== WHAT THE EXERCISE ASKS ==
Determine which lines of the records include the word "Oeste", and copy them.

== INPUT MATERIAL ==

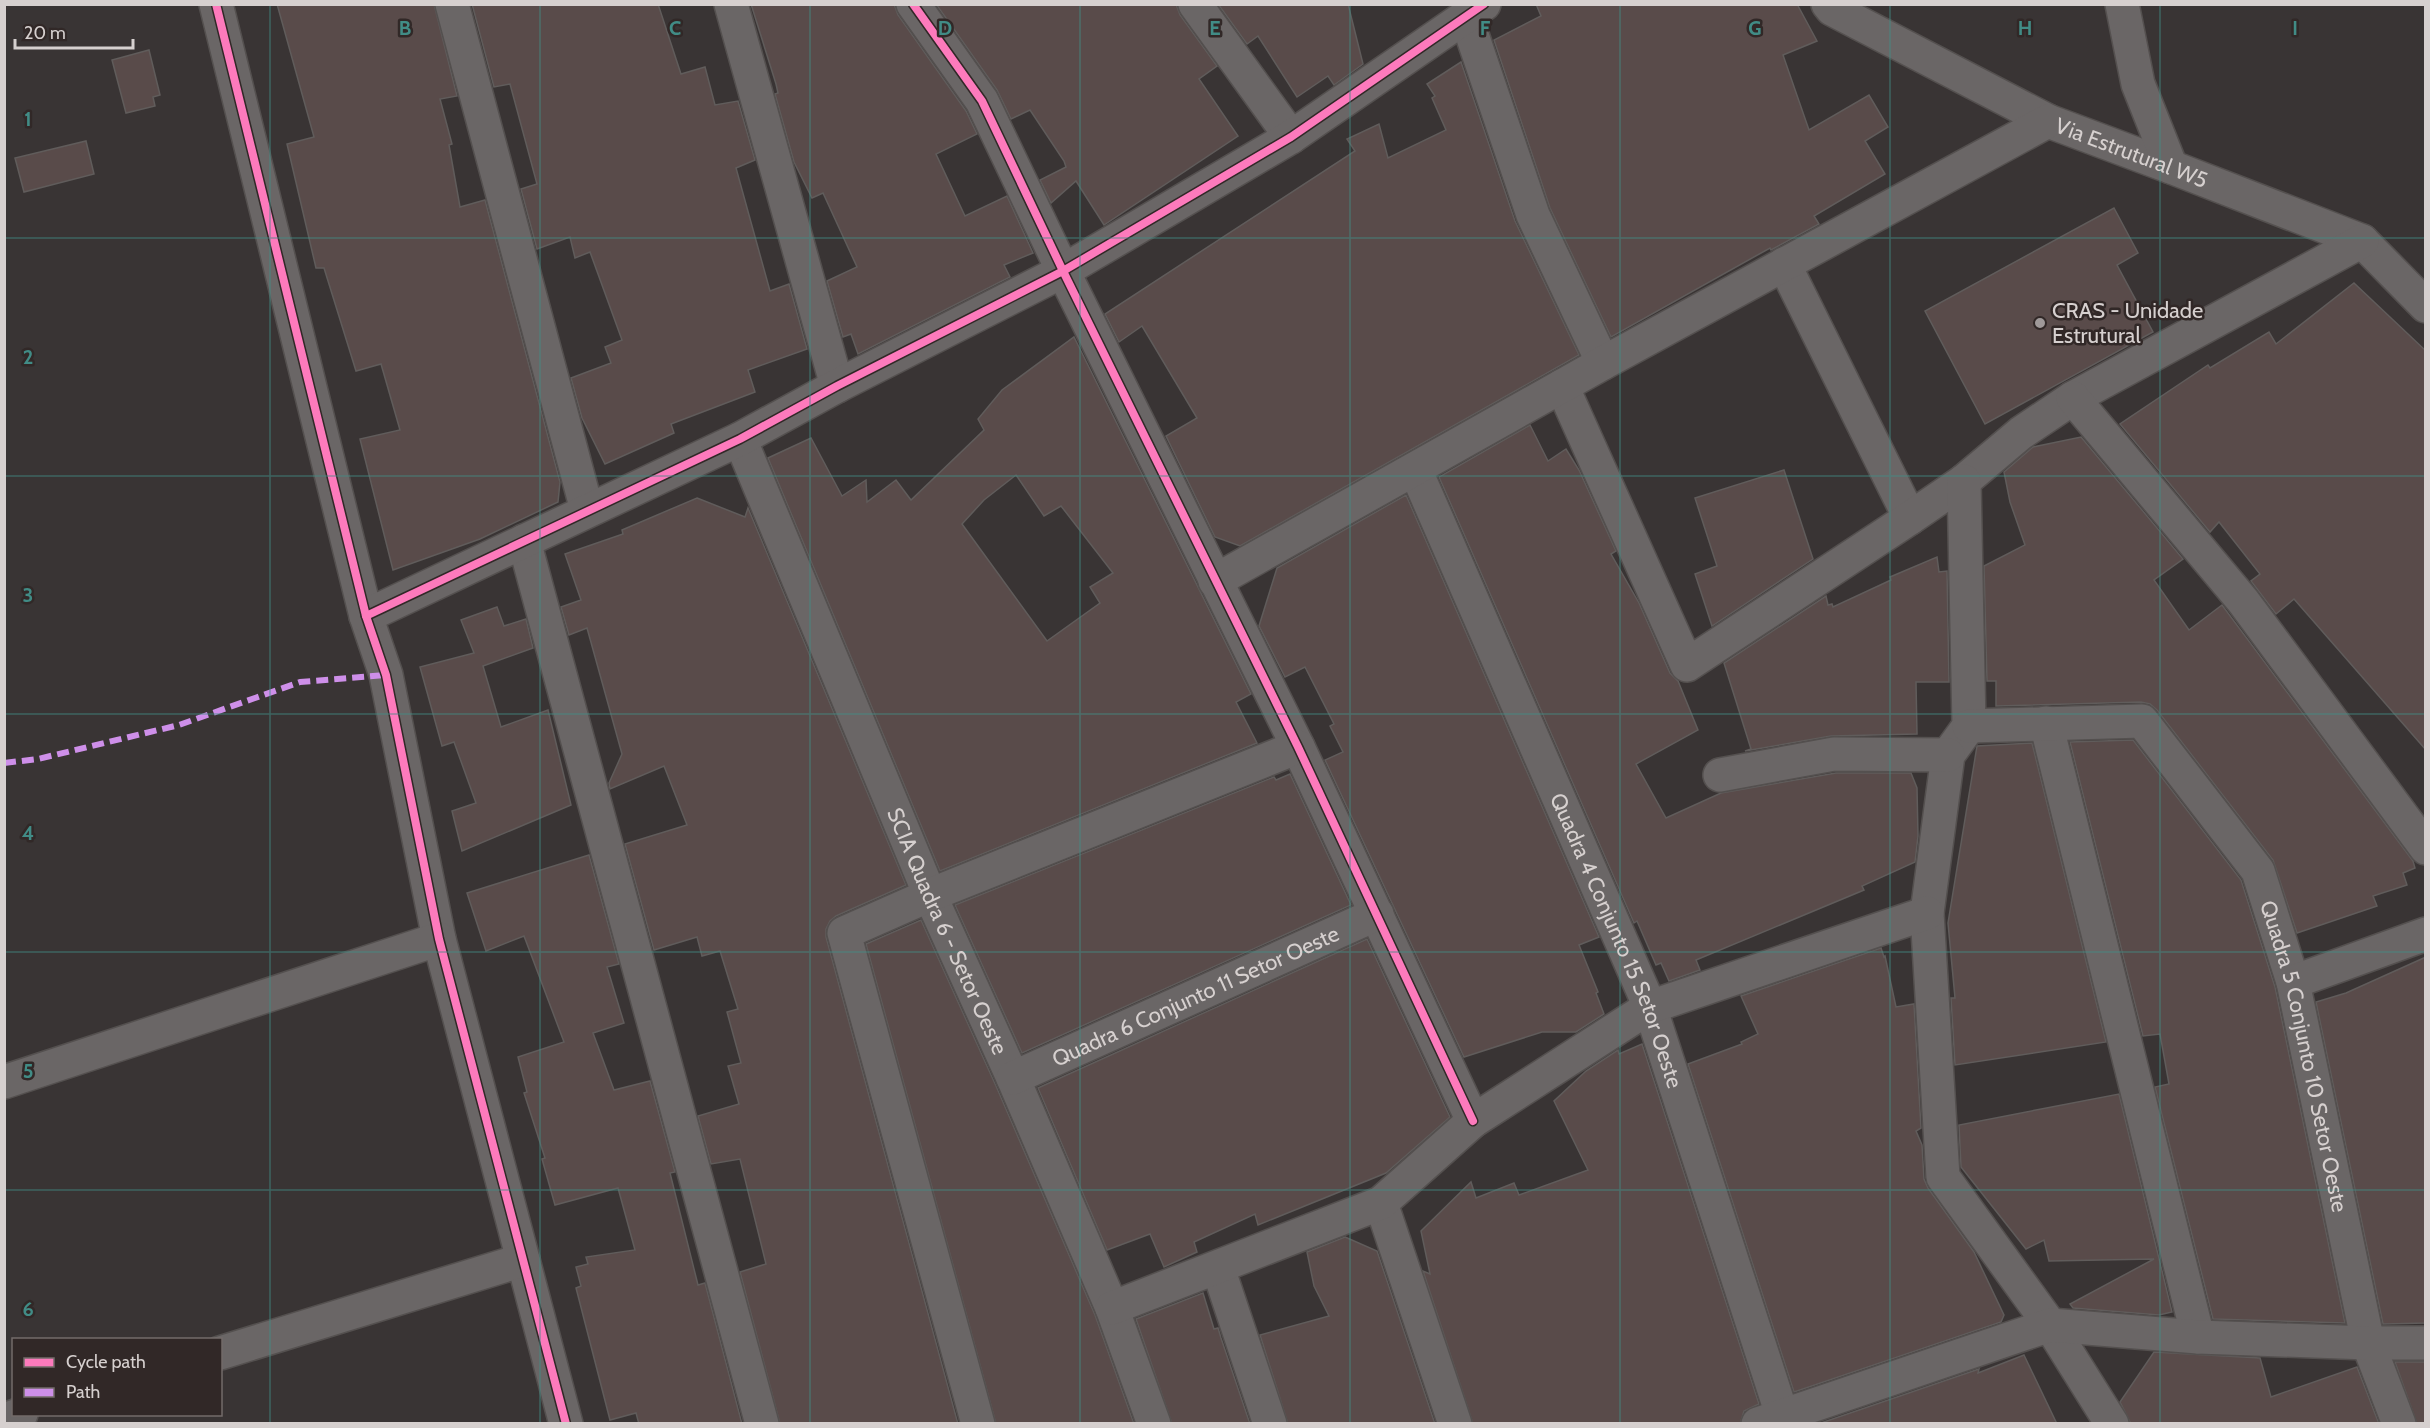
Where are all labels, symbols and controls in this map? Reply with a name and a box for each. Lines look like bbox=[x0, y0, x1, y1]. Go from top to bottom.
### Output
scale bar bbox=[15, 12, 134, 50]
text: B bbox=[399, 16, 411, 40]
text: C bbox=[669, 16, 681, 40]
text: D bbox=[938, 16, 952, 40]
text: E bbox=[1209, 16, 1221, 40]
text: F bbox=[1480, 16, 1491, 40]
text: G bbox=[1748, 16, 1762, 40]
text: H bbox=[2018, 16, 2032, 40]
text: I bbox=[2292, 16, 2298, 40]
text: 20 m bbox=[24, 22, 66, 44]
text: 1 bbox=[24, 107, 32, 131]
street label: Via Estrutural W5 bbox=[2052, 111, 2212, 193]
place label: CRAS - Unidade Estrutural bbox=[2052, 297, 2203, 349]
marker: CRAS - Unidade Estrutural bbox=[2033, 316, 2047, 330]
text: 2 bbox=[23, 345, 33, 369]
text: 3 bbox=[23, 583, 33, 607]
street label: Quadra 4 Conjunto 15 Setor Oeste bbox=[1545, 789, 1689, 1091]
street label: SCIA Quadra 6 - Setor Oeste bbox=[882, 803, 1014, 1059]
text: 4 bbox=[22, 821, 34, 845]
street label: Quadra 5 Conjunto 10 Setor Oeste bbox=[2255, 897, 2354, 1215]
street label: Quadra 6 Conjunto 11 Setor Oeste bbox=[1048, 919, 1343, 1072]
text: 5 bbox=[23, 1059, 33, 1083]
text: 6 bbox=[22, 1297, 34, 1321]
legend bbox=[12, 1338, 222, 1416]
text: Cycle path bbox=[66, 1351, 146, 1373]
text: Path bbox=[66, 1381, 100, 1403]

== OUTPUT FOR THIS EXERCISE ==
street label: Quadra 4 Conjunto 15 Setor Oeste bbox=[1545, 789, 1689, 1091]
street label: SCIA Quadra 6 - Setor Oeste bbox=[882, 803, 1014, 1059]
street label: Quadra 5 Conjunto 10 Setor Oeste bbox=[2255, 897, 2354, 1215]
street label: Quadra 6 Conjunto 11 Setor Oeste bbox=[1048, 919, 1343, 1072]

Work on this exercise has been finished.